No pictures in the copy, please: retype all the records exactly.

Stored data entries

==============================

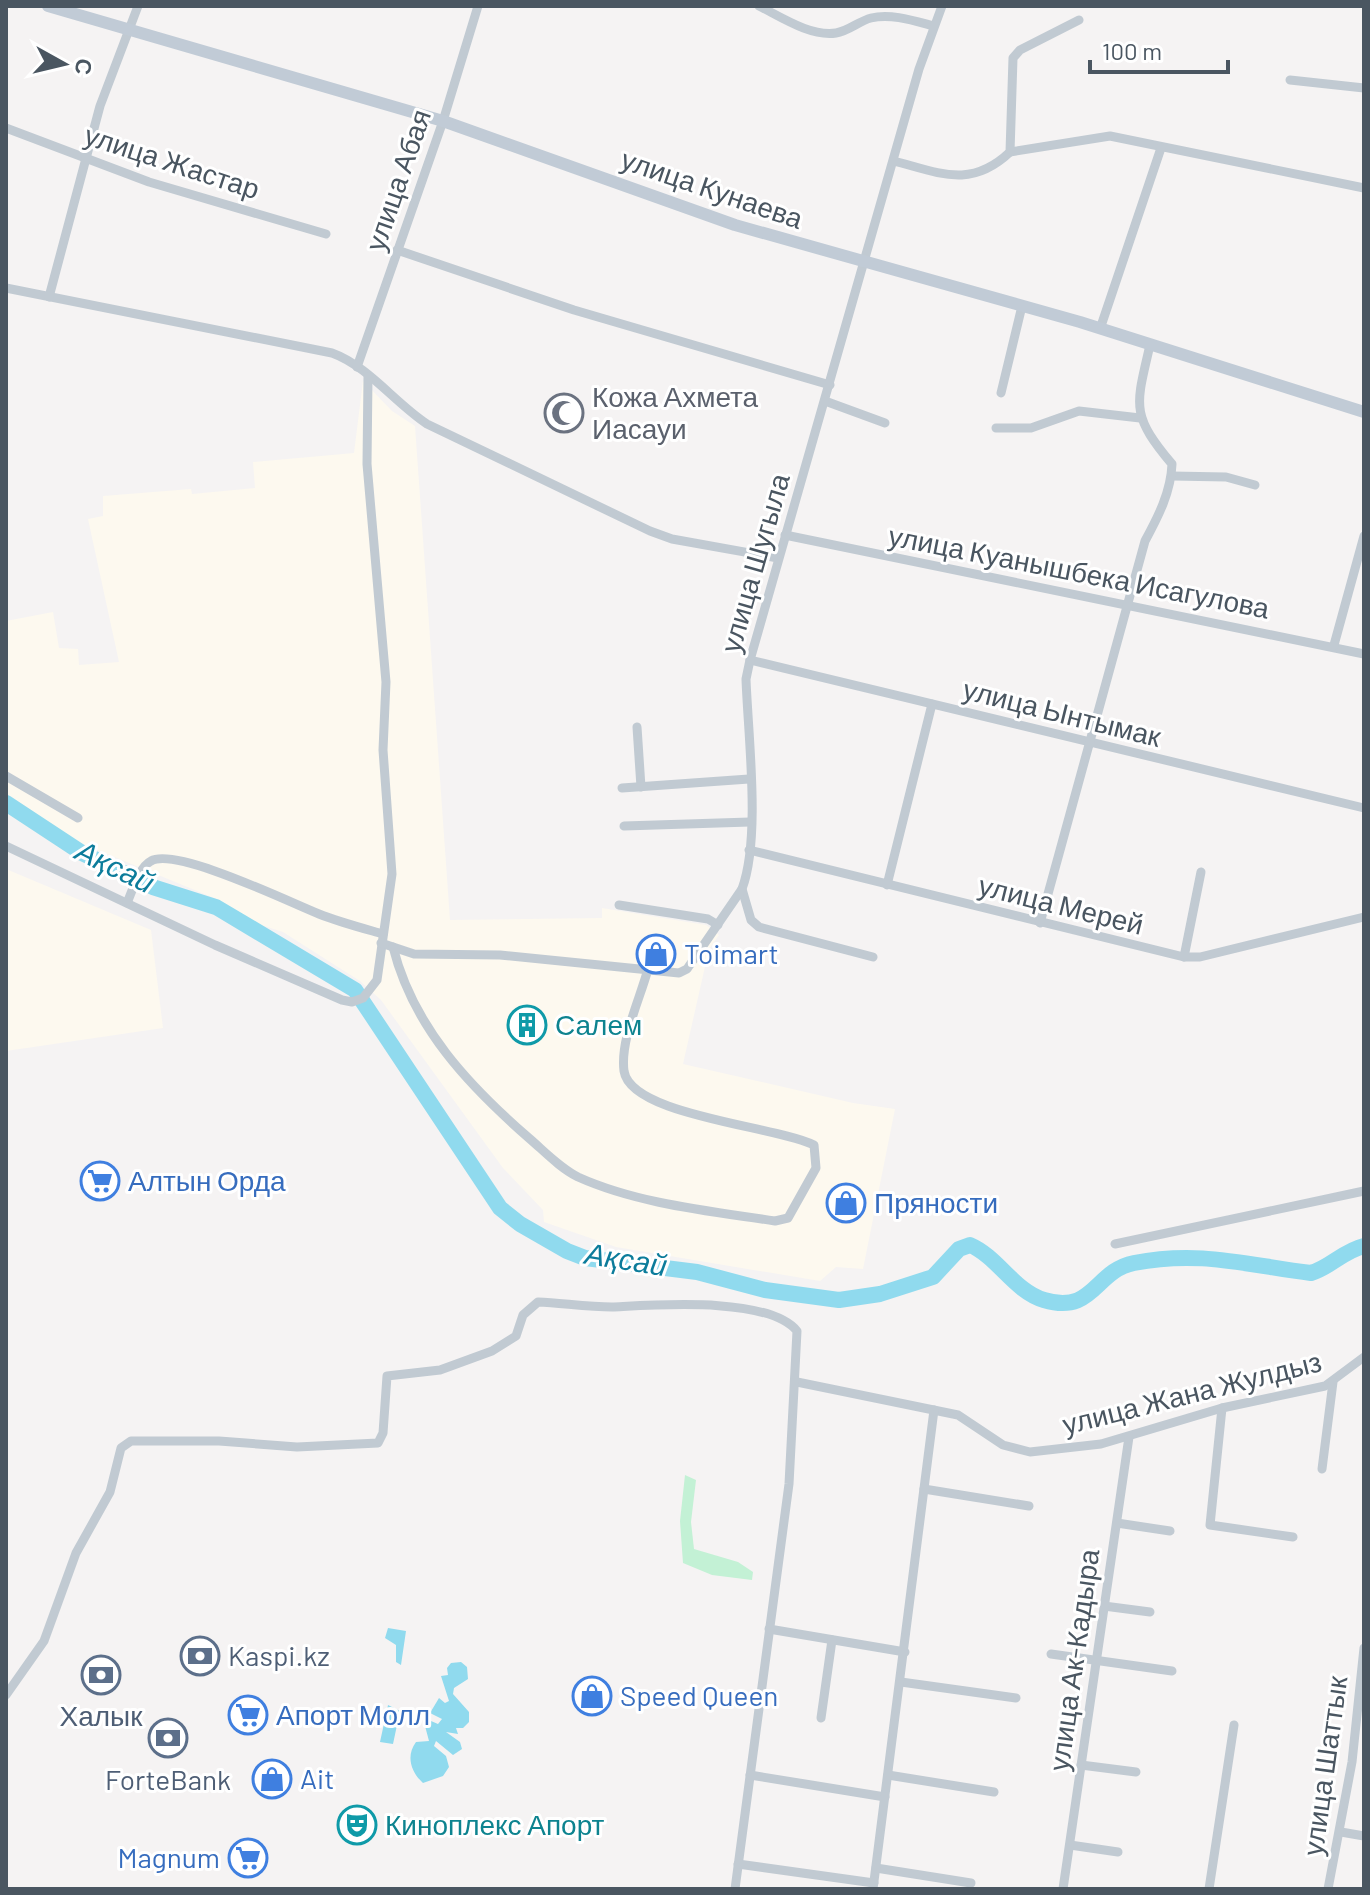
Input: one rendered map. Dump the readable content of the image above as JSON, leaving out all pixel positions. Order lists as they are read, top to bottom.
{
  "streets": {
    "main road": ["улица Кунаева"],
    "street": [
      "улица Жастар",
      "улица Абая",
      "улица Шугыла",
      "улица Куанышбека Исагулова",
      "улица Ынтымак",
      "улица Мерей",
      "улица Жана Жулдыз",
      "улица Ак-Кадыра",
      "улица Шаттык"
    ]
  },
  "crossings": [
    ["улица Абая", "улица Кунаева"],
    ["улица Кунаева", "улица Шугыла"],
    ["улица Шугыла", "улица Куанышбека Исагулова"],
    ["улица Шугыла", "улица Ынтымак"],
    ["улица Шугыла", "улица Мерей"],
    ["улица Жана Жулдыз", "улица Ак-Кадыра"]
  ],
  "water": ["Ақсай"],
  "places": {
    "mosque": ["Кожа Ахмета Иасауи"],
    "shop": [
      "Toimart",
      "Пряности",
      "Speed Queen",
      "Ait"
    ],
    "building": ["Салем"],
    "supermarket": ["Алтын Орда", "Апорт Молл", "Magnum"],
    "bank": ["Kaspi.kz", "Халык", "ForteBank"],
    "theatre": ["Киноплекс Апорт"]
  },
  "scale_bar": "100 m",
  "north": "right"
}
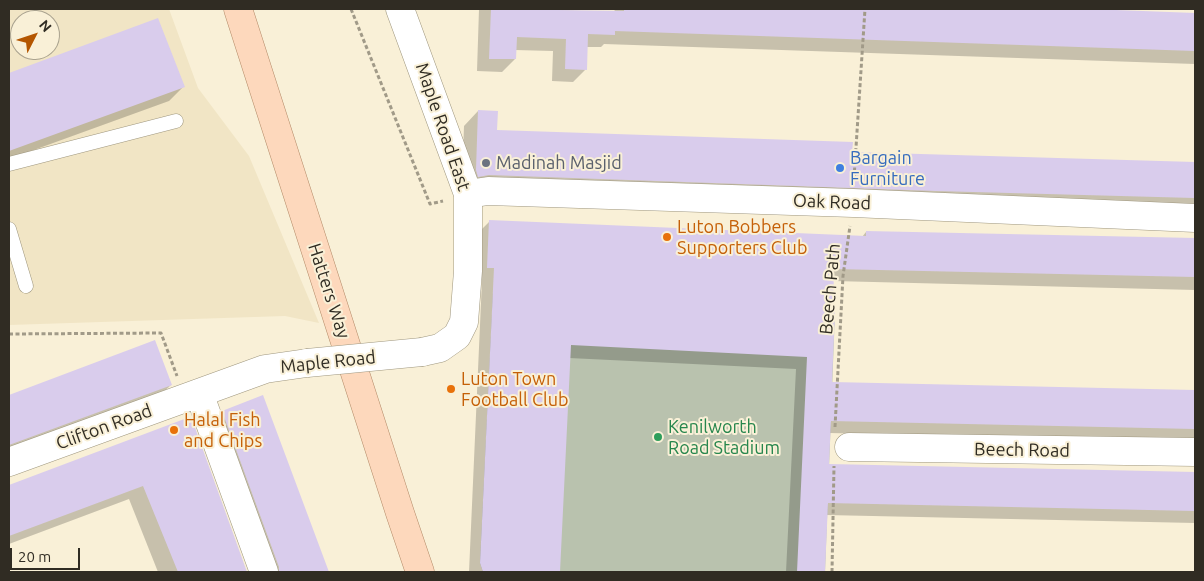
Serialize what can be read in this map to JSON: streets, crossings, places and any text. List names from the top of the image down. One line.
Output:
{"streets":{"main road":["Hatters Way"],"street":["Maple Road East","Oak Road","Maple Road","Clifton Road","Beech Road"],"path":["Beech Path"]},"crossings":[["Maple Road East","Oak Road"],["Maple Road East","Maple Road"],["Oak Road","Beech Path"],["Beech Path","Beech Road"],["Maple Road","Clifton Road"]],"places":["Madinah Masjid","Bargain Furniture","Luton Bobbers Supporters Club","Luton Town Football Club","Halal Fish and Chips","Kenilworth Road Stadium"],"scale_bar":"20 m","north":"top right"}
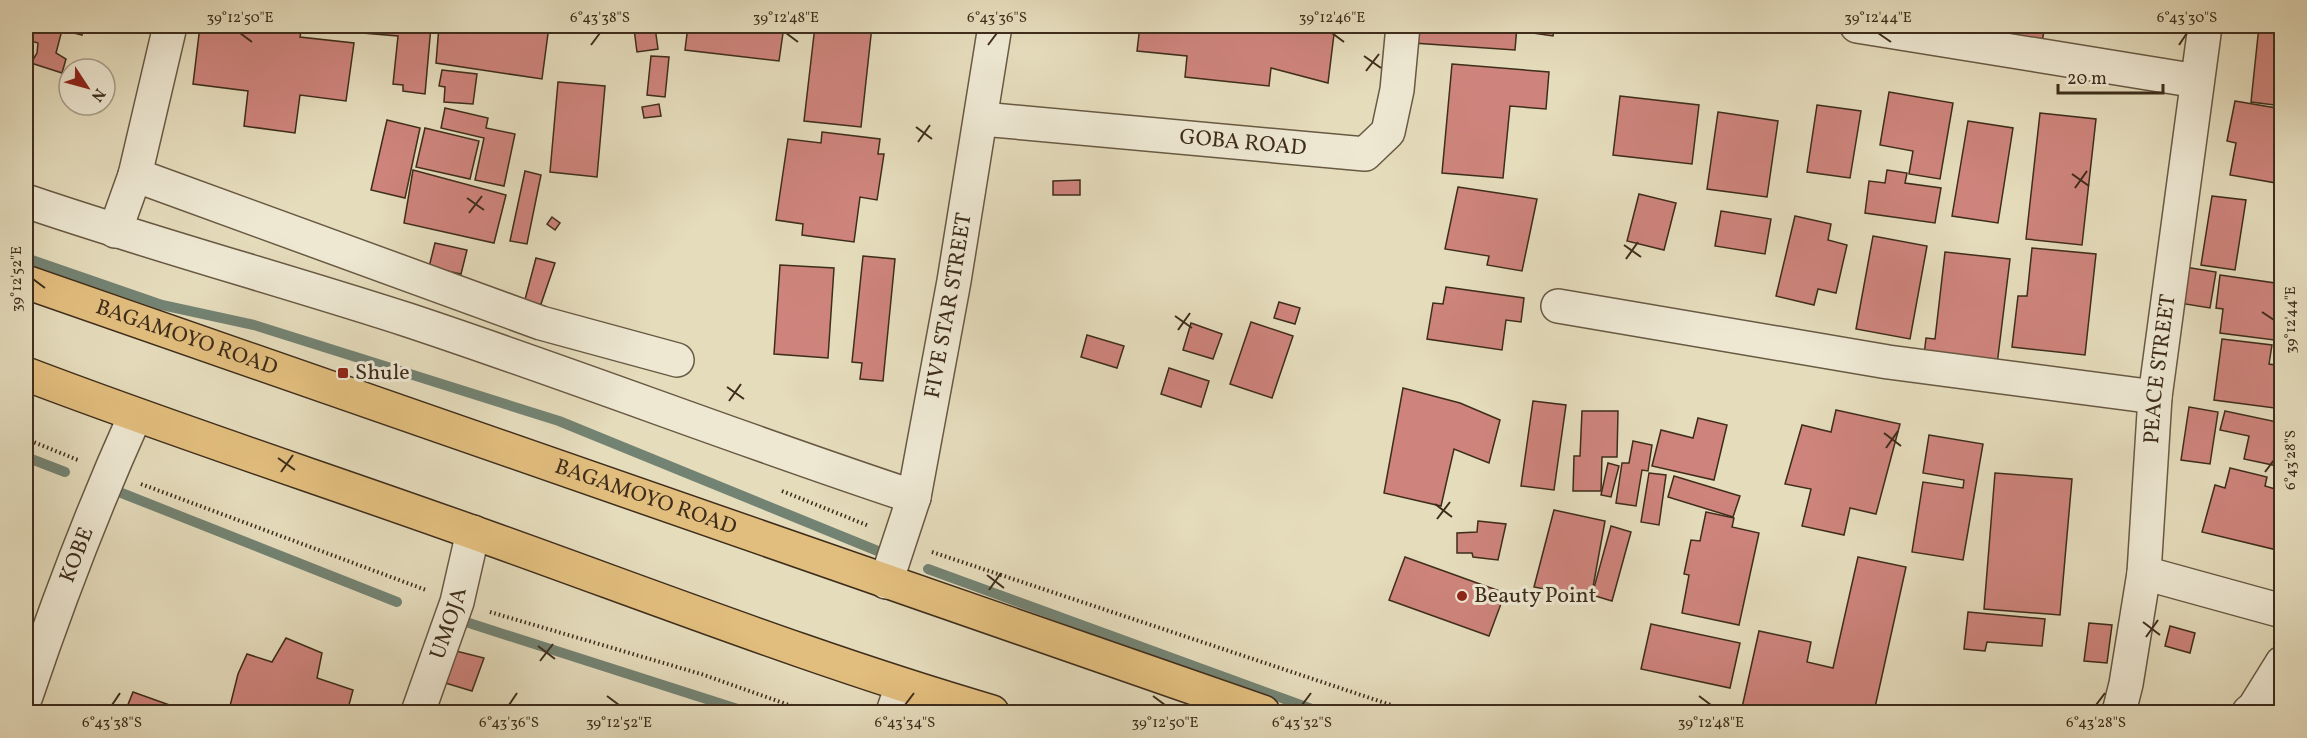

==============================

**EXERCISE SOLUTION:**
Input: one rendered map. Dump the readable content of the image above as JSON, leaving out all pixel positions. Order lists as they are read, top to bottom.
{
  "streets": {
    "main road": ["улица Кунаева"],
    "street": [
      "улица Жастар",
      "улица Абая",
      "улица Шугыла",
      "улица Куанышбека Исагулова",
      "улица Ынтымак",
      "улица Мерей",
      "улица Жана Жулдыз",
      "улица Ак-Кадыра",
      "улица Шаттык"
    ]
  },
  "crossings": [
    ["улица Абая", "улица Кунаева"],
    ["улица Кунаева", "улица Шугыла"],
    ["улица Шугыла", "улица Куанышбека Исагулова"],
    ["улица Шугыла", "улица Ынтымак"],
    ["улица Шугыла", "улица Мерей"],
    ["улица Жана Жулдыз", "улица Ак-Кадыра"]
  ],
  "water": ["Ақсай"],
  "places": {
    "mosque": ["Кожа Ахмета Иасауи"],
    "shop": [
      "Toimart",
      "Пряности",
      "Speed Queen",
      "Ait"
    ],
    "building": ["Салем"],
    "supermarket": ["Алтын Орда", "Апорт Молл", "Magnum"],
    "bank": ["Kaspi.kz", "Халык", "ForteBank"],
    "theatre": ["Киноплекс Апорт"]
  },
  "scale_bar": "100 m",
  "north": "right"
}
Serialize what can be read in this map to JSON: streets, crossings, places and any text. List names from the top of the image down. One line.
Output:
{"streets":{"main road":["Hatters Way"],"street":["Maple Road East","Oak Road","Maple Road","Clifton Road","Beech Road"],"path":["Beech Path"]},"crossings":[["Maple Road East","Oak Road"],["Maple Road East","Maple Road"],["Oak Road","Beech Path"],["Beech Path","Beech Road"],["Maple Road","Clifton Road"]],"places":["Madinah Masjid","Bargain Furniture","Luton Bobbers Supporters Club","Luton Town Football Club","Halal Fish and Chips","Kenilworth Road Stadium"],"scale_bar":"20 m","north":"top right"}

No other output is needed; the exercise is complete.